Macron tem caminho aberto para aprovar a procriação assistida para (quase) todos
Comité de ética francês deu parecer favorável ao acesso de casais de lésbicas e de mulheres solteiras a técnicas de fertilização clinicamente assistida.
O Comité Nacional Consultivo de Ética francês deu esta terça-feira parecer favorável ao acesso de casais de lésbicas e de mulheres solteiras a técnicas de procriação medicamente assistida (PMA), e concretamente a técnicas de doação de espermatozóides.
Este parecer dos especialistas de ética surge dois meses depois de o Presidente Emmanuel Macron ter prometido avançar com a legislação sobre assunto, e porque a maioria dos franceses - cerca de 60% - dizem ser favoráveis à PMA nestas condições. Apesar de ser favorável à aplicação da medida, o líder gaulês decidiu esperar para saber qual seria a opinião do comité que delibera sobre assuntos que impliquem vastas mudanças sociais tornadas possíveis pelo progresso das técnicas de fertilidade.
Desta forma, o caminho está aberto para que Macron introduza a maior reforma sobre os direitos da comunidade gay desde a legalização do casamento entre pessoas do mesmo sexo em 2013.
O deputado do República em Marcha Olivier Véran, que aconselhou Macron durante a campanha sobre questões de Saúde, saudou este parecer. "Foi ultrapassada uma etapa. Temos já elementos suficientes para ir mais longe, e congratulo-me por isso. Mas é demasiado cedo para dizer quais as intenções do primeiro-ministro e do Presidente", afirmou, citado pelo Le Monde.
Emmanuel Macron prometeu seguir o parecer do Comité de Ética, mas disse que queria "evitar os erros do passado, e construir o consenso mais alargado possível". Este tema, e o do casamento para todos - que garantiu aos casais homossexuais os mesmos direitos que aos casais heterossexuais - atribuído durante a governação de François Hollande gerou um enorme movimento de contestação em França em 2013, liderado por movimentos católicos integristas.
Ludovine de la Rochère, a presidente da Manif por Todos, assim se baptizou este movimento contestatário, avisou já Macron que reabrir este dossier "seria um erro" e "dividiria" os franceses. "A PMA sem pai é um desvio da medicina, que vai para além do humano e ignora os direitos da criança", disse Rochère à AFP.
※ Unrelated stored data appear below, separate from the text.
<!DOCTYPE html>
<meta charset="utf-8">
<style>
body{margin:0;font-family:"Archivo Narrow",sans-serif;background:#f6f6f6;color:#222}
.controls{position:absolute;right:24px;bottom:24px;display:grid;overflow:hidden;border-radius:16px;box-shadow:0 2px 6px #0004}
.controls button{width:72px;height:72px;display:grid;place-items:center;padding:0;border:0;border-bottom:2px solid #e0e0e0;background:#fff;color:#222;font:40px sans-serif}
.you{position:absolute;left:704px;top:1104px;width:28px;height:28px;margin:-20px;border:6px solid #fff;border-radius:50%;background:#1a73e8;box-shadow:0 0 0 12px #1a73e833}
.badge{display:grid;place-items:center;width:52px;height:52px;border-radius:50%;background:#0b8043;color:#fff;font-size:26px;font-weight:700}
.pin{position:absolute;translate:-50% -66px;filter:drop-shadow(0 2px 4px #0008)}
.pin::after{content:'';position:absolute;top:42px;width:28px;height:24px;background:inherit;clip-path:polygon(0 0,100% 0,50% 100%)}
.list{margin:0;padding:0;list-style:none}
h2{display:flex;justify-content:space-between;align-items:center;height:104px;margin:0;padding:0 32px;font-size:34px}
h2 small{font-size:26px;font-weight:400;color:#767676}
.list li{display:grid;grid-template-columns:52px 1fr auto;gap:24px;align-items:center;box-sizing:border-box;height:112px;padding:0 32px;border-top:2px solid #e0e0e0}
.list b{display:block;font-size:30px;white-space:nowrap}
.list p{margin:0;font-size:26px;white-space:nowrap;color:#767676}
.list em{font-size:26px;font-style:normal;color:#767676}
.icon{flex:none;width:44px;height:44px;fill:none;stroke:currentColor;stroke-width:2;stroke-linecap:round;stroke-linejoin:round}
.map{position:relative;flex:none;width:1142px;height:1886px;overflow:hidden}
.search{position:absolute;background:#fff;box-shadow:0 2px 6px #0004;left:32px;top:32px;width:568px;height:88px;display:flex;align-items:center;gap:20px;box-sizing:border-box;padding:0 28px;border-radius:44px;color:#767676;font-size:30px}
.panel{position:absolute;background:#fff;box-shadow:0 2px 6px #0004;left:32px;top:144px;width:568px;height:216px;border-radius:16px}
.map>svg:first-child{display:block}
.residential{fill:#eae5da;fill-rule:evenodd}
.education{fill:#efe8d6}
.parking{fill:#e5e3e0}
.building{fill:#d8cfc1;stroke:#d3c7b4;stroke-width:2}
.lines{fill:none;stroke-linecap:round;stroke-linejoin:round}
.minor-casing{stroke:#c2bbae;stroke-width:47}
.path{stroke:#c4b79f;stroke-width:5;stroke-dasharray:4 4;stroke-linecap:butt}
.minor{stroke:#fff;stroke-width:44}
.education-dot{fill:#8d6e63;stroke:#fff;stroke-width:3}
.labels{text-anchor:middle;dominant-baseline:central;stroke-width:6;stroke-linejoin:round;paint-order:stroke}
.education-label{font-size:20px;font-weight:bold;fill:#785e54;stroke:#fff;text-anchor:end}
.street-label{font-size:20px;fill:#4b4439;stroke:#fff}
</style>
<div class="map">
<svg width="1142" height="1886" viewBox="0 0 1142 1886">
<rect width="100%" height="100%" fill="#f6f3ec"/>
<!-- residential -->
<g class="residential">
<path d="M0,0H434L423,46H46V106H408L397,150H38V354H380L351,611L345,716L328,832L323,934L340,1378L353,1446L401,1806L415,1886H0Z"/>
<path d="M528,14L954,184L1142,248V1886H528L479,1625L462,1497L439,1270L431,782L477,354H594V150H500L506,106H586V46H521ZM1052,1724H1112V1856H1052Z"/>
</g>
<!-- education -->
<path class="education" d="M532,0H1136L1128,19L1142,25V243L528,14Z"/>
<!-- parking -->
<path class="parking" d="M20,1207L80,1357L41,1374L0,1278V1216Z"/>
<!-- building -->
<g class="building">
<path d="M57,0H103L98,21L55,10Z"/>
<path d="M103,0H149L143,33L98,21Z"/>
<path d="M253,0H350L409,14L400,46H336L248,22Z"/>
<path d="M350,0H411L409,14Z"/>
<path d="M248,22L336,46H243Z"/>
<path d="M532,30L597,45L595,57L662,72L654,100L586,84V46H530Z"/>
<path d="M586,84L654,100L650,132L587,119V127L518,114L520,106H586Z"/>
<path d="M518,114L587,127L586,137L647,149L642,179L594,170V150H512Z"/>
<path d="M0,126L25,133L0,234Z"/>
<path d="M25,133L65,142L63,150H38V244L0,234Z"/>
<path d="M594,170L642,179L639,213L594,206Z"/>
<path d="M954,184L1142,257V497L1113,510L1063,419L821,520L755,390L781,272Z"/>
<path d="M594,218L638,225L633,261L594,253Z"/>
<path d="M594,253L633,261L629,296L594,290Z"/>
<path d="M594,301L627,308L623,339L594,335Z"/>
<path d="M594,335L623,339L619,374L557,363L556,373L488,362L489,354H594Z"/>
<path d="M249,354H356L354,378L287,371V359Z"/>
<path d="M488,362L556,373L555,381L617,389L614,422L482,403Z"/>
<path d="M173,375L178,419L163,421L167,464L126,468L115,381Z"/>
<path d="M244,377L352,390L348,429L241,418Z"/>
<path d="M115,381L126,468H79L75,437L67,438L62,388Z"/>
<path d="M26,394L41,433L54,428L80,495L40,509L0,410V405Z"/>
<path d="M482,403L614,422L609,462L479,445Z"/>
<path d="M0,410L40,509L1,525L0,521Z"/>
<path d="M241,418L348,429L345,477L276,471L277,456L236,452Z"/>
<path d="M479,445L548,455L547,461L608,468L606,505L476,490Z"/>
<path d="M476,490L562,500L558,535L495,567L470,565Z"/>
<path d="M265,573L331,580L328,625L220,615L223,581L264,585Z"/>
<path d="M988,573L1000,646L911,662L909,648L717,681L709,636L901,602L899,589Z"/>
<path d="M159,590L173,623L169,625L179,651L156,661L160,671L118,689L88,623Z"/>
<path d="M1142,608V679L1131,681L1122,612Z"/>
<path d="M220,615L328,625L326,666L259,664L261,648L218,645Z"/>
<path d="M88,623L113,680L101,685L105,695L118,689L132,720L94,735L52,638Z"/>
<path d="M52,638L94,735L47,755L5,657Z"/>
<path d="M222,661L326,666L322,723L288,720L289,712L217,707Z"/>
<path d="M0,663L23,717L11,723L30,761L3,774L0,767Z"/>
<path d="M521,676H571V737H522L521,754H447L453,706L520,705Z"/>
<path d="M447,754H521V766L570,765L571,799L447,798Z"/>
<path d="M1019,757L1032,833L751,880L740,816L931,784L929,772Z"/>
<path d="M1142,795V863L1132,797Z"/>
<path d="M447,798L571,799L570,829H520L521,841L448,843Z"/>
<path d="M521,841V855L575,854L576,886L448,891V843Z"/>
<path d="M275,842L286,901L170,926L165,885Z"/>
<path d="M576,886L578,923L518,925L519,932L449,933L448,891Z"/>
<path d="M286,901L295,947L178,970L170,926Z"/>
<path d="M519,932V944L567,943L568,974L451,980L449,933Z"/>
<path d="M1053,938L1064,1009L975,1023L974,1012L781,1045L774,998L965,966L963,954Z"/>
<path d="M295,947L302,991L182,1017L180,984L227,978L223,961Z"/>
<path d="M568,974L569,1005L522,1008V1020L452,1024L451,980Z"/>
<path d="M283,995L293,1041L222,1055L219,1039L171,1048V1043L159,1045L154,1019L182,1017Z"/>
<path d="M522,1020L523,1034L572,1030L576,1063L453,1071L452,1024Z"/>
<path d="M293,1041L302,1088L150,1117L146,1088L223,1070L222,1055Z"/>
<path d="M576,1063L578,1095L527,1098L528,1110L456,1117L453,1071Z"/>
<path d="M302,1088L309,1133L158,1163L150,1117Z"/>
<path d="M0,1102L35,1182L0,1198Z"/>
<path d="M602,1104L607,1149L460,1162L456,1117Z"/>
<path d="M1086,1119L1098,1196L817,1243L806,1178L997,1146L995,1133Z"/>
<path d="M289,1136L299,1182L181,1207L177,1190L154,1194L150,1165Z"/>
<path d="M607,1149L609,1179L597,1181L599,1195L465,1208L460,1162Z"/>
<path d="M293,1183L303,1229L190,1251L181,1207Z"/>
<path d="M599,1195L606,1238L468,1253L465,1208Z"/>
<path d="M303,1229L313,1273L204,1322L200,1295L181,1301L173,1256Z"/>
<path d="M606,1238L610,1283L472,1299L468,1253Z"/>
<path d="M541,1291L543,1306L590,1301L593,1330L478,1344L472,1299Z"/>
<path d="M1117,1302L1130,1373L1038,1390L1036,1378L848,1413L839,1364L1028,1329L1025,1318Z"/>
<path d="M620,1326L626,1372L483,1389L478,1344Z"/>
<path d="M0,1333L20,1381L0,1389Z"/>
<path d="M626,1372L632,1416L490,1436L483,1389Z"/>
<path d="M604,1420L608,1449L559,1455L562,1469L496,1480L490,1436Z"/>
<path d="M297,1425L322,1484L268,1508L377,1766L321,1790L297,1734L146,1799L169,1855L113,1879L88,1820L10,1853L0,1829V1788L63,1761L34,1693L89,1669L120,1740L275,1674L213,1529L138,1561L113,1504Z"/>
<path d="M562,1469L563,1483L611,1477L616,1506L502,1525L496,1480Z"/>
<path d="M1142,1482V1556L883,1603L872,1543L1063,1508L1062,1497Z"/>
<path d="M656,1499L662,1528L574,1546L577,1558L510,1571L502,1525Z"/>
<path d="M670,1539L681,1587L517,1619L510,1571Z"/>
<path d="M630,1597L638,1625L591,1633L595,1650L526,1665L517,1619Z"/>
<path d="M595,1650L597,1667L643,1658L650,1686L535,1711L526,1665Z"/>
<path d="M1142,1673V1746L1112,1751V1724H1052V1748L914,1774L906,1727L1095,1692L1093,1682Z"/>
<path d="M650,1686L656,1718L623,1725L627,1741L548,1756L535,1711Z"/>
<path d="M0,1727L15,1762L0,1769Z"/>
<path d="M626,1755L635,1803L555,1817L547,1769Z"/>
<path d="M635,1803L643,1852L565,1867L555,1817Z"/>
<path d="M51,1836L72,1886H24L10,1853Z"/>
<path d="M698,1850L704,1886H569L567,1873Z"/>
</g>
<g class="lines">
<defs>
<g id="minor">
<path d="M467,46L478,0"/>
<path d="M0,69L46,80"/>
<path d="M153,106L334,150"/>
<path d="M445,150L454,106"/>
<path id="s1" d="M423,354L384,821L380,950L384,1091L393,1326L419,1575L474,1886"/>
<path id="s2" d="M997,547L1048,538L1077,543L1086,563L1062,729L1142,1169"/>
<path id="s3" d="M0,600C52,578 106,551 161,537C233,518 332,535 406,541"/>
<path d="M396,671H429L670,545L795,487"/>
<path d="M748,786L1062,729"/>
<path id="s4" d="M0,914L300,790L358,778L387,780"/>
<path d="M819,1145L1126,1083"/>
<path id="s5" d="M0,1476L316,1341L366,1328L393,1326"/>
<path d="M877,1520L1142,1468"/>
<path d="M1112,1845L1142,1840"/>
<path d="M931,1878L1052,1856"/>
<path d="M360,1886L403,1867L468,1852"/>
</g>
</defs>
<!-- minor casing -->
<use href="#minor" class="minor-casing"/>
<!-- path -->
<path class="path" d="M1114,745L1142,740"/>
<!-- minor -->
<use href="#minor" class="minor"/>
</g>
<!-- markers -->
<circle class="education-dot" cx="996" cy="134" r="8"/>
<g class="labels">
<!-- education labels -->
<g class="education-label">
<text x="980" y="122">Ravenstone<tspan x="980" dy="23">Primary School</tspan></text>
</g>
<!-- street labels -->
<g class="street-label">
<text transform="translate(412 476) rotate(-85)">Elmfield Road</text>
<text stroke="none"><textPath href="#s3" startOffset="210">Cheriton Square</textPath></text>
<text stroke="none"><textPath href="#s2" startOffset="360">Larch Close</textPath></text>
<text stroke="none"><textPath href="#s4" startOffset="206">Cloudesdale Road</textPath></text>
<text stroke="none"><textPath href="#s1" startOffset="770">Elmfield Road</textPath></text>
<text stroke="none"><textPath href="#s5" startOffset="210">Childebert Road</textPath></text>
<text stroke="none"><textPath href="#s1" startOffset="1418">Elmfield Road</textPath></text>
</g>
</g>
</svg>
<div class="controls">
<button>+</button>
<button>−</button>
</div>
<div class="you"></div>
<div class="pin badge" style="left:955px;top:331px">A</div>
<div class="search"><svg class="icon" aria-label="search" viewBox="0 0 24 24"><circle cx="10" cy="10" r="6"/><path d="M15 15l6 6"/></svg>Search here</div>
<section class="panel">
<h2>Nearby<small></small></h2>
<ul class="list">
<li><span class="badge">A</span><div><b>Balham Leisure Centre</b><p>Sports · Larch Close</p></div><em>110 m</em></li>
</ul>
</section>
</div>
A procriação medicamente assistida em França é até à data apenas acessível a casais heterossexuais que sofram de infertilidade, sendo que a maioria ou a totalidade das despesas ficam a cargo dos fundos públicos de saúde. Por isso mesmo, e ao longo dos últimos anos, calcula-se que milhares de mulheres lésbicas ou celibatárias saíram de França para recorrer a este tipo de técnicas, em países onde podem ser fertilizadas, como Espanha ou Bélgica, diz o Libération.
Outro dos aspectos que tem motivado debate em França é o caso das mães de substituição. Como lembra o Figaro, as “barrigas de aluguer” foram proibidas em 1994, altura em que foram publicadas as primeiras leis de bioética. O assunto foi também alvo de uma análise por parte do comité de ética, em 2010, sendo que os membros do painel discordaram da sua legalização, evocando o risco de mercantilização do corpo humano e do possível desrespeito em relação à “mãe de substituição”. Por seu lado, em 2008, um relatório do Senado gaulês defendeu a legalização da maternidade de substituição "altruísta" - quando a mulher aceita tornar-se "barriga de aluguer" sem qualquer contrapartida financeira.
Durante a campanha, Emmanuel Macron afirmou que não é a favor da legalização das “barrigas de aluguer”, argumentando que isto põe em causa “a dignidade do corpo da mulher”. Mas prometeu trabalhar sobre o assunto, nomeadamente em relação ao reconhecimento do Estado francês de crianças nascidas através desta técnica no estrangeiro. Este aspecto tinha sido já alvo de debate durante o mandato de François Hollande.